Pour certains observateurs, banaliser les idées de l’extrême droite réduit le stigma associé au vote pour ses représentants, et permet donc aux électeurs de sauter le pas plus facilement. Pour d’autres experts, au contraire, reprendre à leur compte les positions les plus radicales permet aux responsables politiques de droite modérée de ramener dans leur giron les électeurs tentés par le vote extrême (dans une démarche assez méta d’auto-plagiat, l’auteur du dernier article cité recycle son analyse cinq ans plus tard – et réitère au passage l’erreur consistant à dater le premier emploi de l’expression au discours de Chirac sur « le bruit et l’odeur »).

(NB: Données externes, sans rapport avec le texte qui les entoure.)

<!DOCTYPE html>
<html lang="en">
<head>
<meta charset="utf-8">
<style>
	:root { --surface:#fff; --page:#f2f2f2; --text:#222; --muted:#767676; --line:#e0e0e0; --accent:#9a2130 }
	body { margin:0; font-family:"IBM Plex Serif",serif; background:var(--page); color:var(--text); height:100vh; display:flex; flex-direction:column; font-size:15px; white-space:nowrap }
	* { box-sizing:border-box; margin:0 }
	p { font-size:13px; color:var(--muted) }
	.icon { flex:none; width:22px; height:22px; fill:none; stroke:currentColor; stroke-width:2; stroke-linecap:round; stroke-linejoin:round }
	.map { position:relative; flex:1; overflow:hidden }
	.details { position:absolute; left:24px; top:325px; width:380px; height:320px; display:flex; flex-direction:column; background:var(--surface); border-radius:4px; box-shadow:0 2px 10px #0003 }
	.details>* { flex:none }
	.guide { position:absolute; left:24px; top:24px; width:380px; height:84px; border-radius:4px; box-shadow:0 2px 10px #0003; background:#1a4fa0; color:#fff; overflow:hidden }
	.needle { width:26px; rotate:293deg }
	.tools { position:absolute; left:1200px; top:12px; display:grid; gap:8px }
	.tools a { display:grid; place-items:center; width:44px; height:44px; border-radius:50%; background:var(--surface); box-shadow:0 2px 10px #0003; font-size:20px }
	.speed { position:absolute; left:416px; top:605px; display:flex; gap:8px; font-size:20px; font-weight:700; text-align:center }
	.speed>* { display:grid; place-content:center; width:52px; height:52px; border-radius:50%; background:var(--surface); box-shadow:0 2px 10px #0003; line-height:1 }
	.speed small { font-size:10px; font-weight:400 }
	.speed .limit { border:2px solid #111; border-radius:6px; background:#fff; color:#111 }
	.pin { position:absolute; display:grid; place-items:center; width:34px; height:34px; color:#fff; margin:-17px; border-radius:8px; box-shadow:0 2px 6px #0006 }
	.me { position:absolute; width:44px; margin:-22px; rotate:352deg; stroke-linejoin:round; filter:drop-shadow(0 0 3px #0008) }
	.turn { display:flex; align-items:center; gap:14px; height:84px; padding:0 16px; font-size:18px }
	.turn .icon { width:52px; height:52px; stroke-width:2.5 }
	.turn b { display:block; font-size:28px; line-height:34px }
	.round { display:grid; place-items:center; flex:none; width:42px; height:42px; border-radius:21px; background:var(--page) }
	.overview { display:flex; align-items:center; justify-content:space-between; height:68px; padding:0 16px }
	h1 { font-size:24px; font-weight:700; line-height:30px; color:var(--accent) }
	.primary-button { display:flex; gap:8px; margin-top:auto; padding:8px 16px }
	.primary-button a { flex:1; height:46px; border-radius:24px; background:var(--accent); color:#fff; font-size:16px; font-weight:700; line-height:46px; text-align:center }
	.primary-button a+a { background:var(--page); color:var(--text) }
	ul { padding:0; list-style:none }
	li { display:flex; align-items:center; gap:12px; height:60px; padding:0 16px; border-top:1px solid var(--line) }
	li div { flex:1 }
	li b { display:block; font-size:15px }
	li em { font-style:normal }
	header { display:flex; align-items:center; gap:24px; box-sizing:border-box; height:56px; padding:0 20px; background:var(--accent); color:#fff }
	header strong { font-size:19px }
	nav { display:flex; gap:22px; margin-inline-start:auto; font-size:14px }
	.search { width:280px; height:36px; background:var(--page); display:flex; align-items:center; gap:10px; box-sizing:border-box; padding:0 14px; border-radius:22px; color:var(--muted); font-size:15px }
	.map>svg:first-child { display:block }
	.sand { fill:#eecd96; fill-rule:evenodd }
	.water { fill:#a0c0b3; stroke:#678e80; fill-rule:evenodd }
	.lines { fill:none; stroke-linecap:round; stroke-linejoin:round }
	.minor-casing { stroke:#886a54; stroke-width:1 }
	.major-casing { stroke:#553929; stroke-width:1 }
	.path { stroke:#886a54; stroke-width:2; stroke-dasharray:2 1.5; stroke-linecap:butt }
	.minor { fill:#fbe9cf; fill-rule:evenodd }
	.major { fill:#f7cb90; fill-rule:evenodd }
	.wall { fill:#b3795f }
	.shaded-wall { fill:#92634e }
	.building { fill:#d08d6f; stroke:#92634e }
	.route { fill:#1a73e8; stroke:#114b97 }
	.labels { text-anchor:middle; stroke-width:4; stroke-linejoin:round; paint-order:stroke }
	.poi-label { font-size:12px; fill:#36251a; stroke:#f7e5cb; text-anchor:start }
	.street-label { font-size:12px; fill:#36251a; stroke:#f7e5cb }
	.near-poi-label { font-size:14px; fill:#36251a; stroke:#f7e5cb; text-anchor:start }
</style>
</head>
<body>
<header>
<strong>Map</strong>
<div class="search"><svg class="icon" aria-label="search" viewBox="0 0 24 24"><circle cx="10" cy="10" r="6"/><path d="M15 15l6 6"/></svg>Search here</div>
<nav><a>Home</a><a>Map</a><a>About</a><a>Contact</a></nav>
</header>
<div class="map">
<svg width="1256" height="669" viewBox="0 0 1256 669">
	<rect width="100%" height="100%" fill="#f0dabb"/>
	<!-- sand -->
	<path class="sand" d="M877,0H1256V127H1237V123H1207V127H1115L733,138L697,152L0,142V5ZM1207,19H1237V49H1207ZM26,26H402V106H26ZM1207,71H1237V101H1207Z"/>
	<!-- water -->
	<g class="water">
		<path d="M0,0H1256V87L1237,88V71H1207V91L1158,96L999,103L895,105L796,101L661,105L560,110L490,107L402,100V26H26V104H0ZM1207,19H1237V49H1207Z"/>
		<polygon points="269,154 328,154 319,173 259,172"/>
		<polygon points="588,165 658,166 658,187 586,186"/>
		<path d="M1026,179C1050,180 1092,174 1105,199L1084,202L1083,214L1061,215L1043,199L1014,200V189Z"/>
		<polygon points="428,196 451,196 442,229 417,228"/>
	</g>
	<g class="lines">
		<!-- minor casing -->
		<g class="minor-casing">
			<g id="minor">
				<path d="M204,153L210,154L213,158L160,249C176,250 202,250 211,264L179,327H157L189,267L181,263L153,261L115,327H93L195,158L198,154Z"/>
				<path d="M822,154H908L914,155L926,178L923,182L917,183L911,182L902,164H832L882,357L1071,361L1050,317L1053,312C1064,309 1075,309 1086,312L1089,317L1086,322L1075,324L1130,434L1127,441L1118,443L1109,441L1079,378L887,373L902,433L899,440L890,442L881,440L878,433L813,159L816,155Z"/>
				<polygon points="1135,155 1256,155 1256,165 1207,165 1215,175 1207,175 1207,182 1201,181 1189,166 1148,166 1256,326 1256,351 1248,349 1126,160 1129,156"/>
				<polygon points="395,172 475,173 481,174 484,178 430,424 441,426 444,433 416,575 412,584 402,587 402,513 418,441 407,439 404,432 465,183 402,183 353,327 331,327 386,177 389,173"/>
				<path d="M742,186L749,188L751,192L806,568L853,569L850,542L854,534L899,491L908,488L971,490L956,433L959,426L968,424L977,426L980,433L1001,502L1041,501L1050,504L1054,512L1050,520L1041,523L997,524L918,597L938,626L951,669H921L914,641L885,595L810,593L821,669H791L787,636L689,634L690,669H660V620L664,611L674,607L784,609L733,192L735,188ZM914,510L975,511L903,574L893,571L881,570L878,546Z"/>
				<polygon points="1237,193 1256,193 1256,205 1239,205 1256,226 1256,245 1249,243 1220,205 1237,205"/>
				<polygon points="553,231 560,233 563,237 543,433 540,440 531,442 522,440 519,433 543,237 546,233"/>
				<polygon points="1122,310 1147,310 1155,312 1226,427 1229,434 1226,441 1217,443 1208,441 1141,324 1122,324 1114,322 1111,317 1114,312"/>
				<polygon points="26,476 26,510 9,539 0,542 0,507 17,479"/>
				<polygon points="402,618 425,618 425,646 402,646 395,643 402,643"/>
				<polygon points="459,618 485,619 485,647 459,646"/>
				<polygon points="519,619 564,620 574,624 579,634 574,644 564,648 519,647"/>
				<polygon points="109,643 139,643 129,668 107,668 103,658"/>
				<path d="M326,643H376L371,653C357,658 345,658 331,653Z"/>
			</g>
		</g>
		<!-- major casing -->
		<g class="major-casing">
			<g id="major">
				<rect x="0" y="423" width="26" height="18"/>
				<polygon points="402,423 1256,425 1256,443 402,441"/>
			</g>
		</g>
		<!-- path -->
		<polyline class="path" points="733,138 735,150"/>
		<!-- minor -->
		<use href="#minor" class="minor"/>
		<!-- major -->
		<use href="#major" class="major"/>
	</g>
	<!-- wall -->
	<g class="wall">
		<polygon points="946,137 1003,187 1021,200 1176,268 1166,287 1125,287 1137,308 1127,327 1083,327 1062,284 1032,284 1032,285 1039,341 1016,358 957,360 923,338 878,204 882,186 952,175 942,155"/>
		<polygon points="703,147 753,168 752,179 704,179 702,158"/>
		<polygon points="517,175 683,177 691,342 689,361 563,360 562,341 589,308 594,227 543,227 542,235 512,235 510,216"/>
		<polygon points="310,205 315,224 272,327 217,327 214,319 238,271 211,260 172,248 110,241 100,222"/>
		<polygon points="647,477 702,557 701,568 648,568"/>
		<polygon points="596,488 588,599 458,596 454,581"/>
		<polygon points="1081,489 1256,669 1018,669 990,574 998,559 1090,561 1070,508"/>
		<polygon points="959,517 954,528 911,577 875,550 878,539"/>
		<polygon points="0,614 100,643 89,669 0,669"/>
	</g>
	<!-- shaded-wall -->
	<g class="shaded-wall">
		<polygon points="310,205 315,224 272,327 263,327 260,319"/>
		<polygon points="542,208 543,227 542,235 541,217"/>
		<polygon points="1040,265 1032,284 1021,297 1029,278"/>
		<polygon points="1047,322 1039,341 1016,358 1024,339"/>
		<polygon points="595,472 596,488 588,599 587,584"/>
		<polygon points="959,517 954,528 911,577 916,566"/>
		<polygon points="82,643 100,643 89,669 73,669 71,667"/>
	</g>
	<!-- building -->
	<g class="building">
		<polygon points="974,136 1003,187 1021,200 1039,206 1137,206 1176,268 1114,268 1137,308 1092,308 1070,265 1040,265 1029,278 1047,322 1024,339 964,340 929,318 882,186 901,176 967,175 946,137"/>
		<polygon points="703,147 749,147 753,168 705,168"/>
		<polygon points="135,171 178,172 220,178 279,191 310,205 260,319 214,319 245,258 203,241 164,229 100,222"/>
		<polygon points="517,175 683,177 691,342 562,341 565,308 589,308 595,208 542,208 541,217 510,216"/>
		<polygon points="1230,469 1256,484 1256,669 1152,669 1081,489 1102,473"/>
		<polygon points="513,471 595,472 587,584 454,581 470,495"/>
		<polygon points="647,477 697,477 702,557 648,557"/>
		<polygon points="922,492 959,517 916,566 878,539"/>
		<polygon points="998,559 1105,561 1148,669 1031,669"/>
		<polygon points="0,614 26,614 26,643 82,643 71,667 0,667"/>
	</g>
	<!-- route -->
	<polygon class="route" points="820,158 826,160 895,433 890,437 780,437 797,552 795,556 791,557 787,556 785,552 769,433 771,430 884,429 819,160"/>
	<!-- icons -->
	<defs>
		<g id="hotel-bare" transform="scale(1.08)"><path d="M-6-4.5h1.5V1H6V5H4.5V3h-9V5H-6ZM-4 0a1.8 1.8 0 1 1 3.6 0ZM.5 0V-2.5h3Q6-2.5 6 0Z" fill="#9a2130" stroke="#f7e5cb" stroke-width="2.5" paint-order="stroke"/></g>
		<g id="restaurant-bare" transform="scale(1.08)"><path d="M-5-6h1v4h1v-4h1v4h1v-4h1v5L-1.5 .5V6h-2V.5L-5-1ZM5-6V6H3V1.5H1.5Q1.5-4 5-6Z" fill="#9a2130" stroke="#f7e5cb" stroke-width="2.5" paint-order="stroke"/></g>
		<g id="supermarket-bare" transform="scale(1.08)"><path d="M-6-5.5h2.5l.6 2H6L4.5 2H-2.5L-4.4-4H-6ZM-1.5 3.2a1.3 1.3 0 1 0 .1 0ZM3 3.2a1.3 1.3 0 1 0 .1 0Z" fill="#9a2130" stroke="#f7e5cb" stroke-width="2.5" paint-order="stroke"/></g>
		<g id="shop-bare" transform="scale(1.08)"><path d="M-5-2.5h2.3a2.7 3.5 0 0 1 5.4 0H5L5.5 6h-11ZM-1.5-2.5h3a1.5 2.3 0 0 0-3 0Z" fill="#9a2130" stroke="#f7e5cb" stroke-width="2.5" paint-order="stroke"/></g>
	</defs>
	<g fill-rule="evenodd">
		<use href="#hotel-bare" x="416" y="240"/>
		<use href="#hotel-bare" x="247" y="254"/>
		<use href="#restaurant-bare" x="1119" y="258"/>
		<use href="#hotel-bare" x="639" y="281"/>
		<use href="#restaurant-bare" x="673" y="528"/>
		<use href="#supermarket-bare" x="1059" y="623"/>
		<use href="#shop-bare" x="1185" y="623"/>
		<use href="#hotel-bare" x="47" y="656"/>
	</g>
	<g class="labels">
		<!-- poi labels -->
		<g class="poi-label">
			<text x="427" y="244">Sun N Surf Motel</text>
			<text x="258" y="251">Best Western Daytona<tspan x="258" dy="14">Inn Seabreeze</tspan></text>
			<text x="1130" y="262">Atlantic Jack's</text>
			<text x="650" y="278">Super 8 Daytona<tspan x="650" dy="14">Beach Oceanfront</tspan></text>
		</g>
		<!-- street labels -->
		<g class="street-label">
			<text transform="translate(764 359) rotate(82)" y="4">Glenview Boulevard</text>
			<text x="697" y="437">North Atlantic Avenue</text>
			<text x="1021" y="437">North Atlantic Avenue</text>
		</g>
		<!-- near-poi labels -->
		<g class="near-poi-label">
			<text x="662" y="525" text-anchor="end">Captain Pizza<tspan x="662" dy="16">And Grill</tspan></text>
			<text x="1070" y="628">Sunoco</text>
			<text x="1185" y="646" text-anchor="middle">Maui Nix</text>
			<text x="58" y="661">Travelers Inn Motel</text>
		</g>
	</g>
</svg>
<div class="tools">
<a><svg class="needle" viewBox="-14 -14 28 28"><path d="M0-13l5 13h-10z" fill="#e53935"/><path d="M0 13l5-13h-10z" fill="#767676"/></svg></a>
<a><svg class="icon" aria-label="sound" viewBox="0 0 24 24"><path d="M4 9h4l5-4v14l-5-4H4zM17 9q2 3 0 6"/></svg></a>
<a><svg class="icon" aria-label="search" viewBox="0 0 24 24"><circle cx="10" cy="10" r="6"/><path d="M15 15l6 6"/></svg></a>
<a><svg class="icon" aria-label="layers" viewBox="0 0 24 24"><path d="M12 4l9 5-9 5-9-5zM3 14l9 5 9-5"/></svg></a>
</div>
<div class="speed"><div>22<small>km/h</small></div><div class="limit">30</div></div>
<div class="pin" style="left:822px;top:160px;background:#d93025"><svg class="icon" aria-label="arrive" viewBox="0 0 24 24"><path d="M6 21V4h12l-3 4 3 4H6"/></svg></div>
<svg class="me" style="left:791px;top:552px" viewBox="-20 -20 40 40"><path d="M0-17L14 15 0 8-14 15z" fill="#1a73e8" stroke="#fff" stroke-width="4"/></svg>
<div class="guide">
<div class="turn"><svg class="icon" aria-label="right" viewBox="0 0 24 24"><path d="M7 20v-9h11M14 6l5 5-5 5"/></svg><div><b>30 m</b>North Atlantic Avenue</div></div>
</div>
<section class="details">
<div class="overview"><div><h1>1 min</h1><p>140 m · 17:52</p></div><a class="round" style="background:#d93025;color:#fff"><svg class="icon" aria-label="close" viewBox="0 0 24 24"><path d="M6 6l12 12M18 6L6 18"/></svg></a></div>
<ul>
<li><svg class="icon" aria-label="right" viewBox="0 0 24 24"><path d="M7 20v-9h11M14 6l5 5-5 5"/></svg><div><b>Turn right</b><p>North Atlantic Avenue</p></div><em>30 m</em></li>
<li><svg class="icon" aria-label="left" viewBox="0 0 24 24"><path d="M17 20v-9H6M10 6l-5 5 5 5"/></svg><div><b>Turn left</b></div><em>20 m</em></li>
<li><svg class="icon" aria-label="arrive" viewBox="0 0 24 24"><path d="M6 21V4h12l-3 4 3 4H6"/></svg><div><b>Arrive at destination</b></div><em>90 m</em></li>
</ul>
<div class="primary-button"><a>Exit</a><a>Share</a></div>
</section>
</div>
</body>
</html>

Si bien qu’il est très délicat de trancher sur la question. Il y a tant d’éléments qui entrent en compte dans le choix d’un candidat qu’il est difficile de démêler ce qui, dans le suffrage d’un électeur, pourrait relever de sa tendance à favoriser le premier promoteur d’une idée. Nous pouvons a priori envisager qu’il existe une « prime à la sincérité perçue », en vertu de laquelle celui des candidats qui aura soutenu une proposition plus longtemps sera vu comme plus crédible dans sa volonté de la voir advenir… Mais quand bien même cette affirmation serait vérifiée, les candidats défendent trop d’idées à la fois pour mesurer précisément le poids de chacune d’elles dans la décision d’un électeur.

Non seulement c’est une reprise, mais c’est une mauvaise idée

Ce qui est sûr, c’est que le plagiat, dans le monde politique, est une pratique courante. Et nous ne parlons pas des simples emprunts ayant permis à quelques politiciens filous de valider leur thèse de doctorat – un fléau qui a déjà conduit à des démissions de représentants politiques à l’étranger, mais jamais en France, ou même les CV gonflés ou bidonnés provoquent des scandales limités.

Quand Jean-Marie Le Pen récupère des pans d’un ancien discours, sa fille Marine emprunte ses phrases à François Fillon. Quand Éric Zemmour n’est pas montré du doigt pour avoir pompé le logo de Jean Lassalle (une « querelle de juristes », sûrement, pour reprendre la réponse dédaigneuse du candidat aux accusations de violation de droits d’auteur dans la vidéo de lancement de sa candidature), c’est son dernier livre dont l’on juge le propos calqué sur un ouvrage de Jean-Marie Le Pen paru en 1985. Nul procès ne saurait pourtant être intenté dans ce dernier cas : le droit d’auteur protège les mots et les images, mais pas les idées.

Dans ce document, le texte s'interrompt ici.